Odd performance issue

entr0py

Devs,

This summer I transitioned our FOG server from being a guest on a much older and slower Hyper-V platform to more modern hardware. Along the way we went from Ubuntu 16.04 to 22.04 and etc.

Now we’re in the thick of things getting ready to deploy hundreds of devices per day and I’m seeing very very strange behavior when it comes to image throughput. The first device will image at a full gig, the second will take an additional gig, etc. From there, it gets worse and eventually everything will basically freeze. None of the underlying network infrastructure has changed apart from the migration from 10 Gig to 40 Gig on the server itself, still into the same switch, still across the same 10 gig to my lab, etc.
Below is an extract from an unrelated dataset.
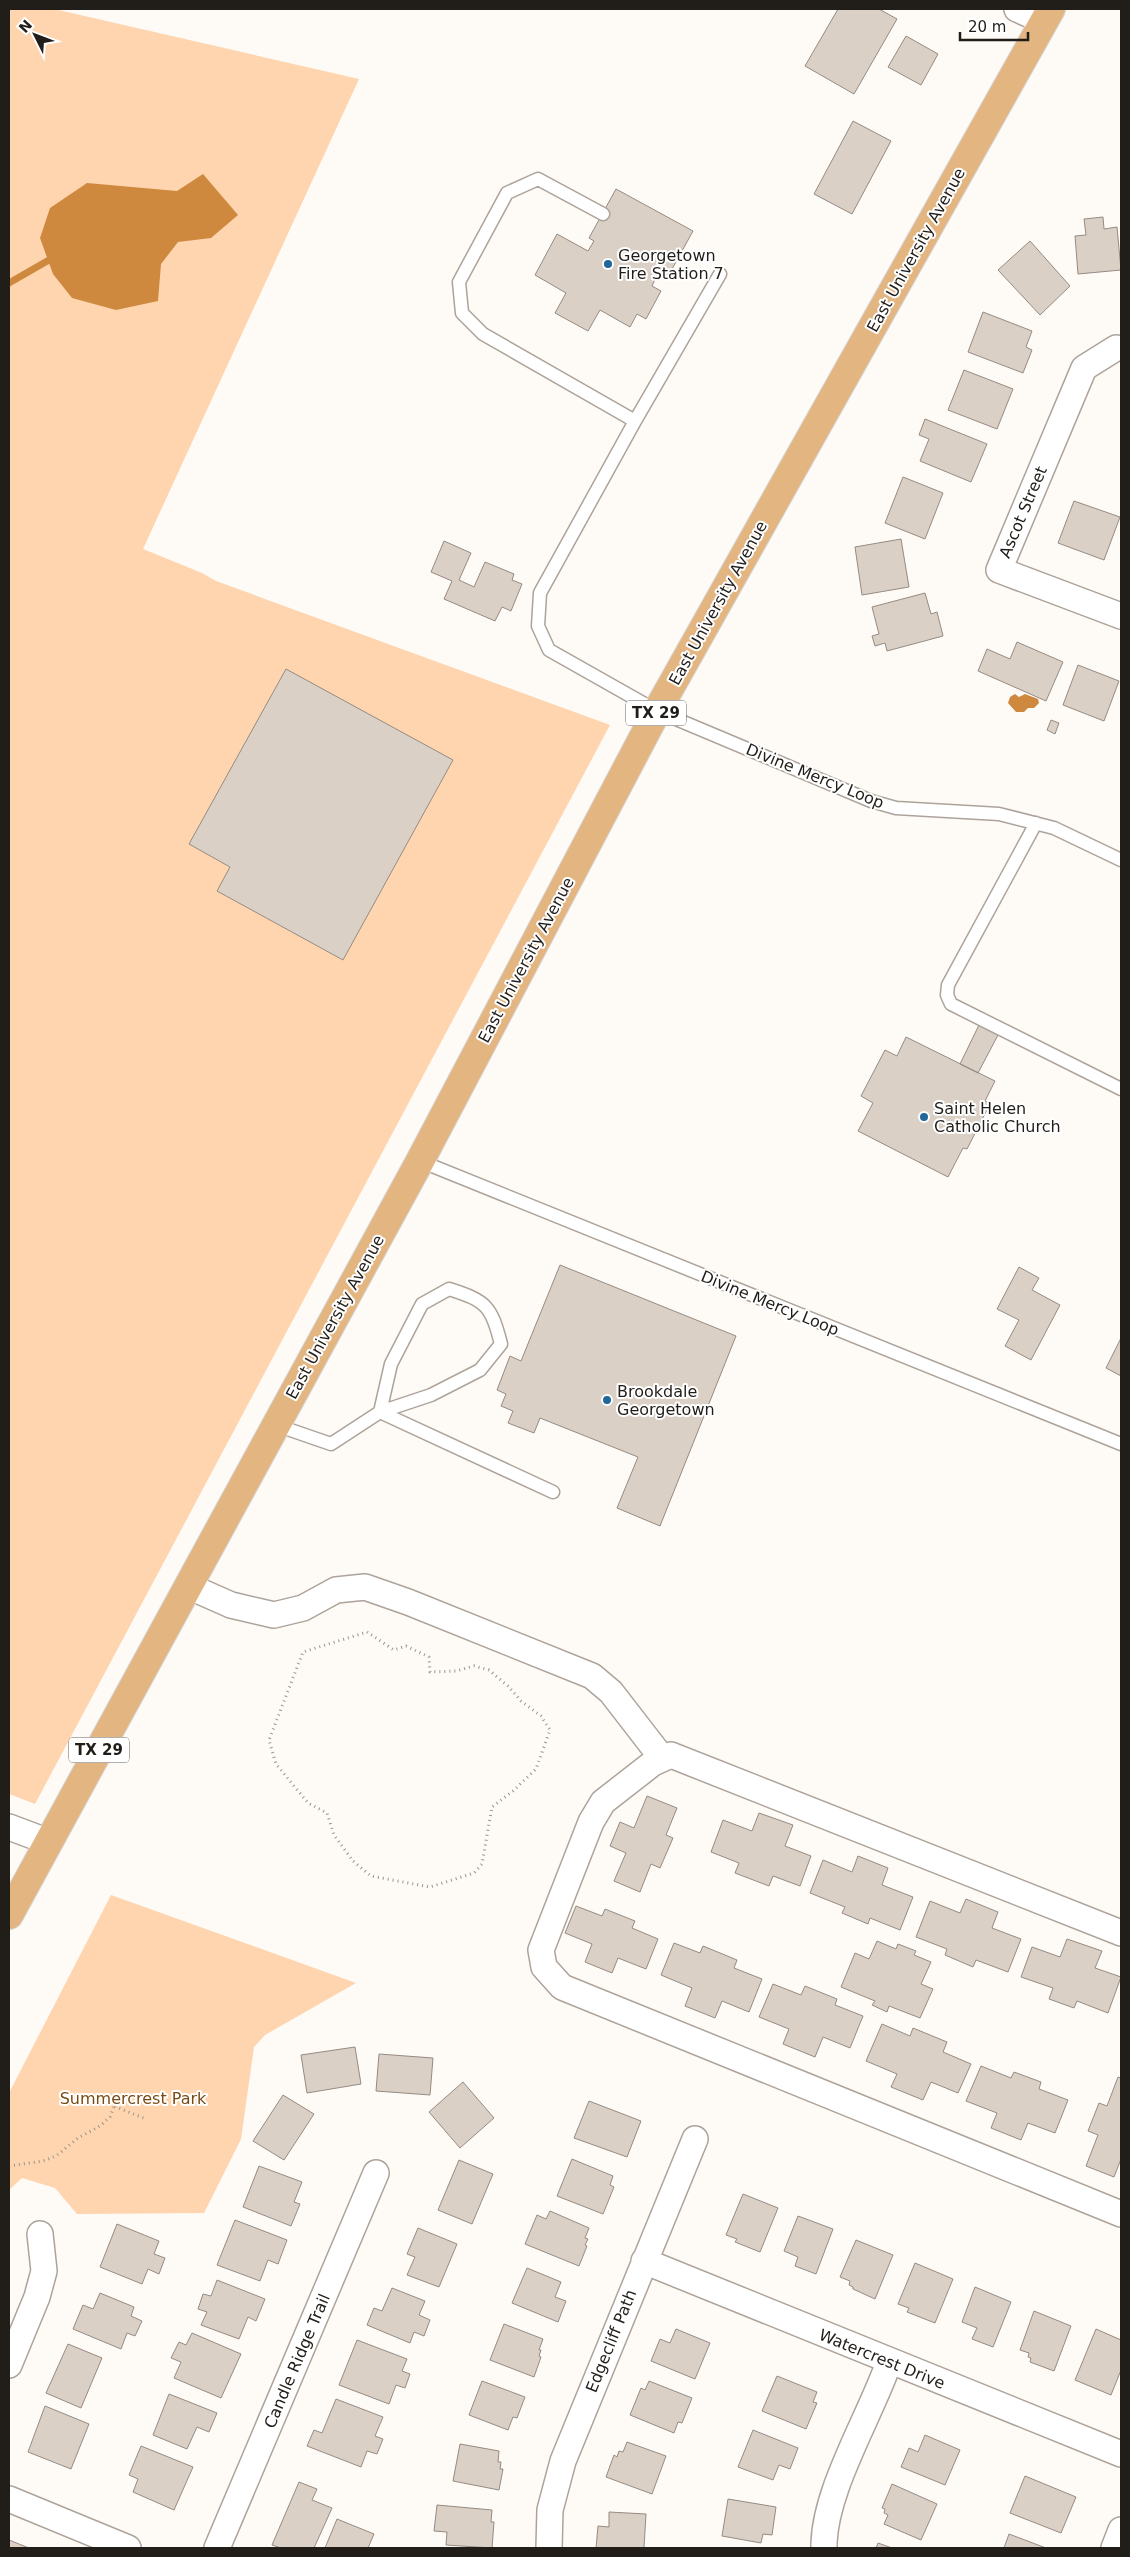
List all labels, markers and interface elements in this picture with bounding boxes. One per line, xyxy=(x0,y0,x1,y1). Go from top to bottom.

The server itself has plenty of horsepower and I can get 40 gig between it and other devices on the 40G backbone. Even running multiple copies or transfers at the same time I don’t see the performance issues. The images are coming off SSD so bandwidth there shouldn’t be an issue either. Load averages are low, top shows nfsd taking 6-8% of the CPU per thread (16 cores are allocated to the FOG guest from a 128 core host). I’m perplexed as to why this odd behavior. Even if I just transfer a file from /images via nfs to my workstation I can pull 10G to my workstation (all I’ve got for NIC).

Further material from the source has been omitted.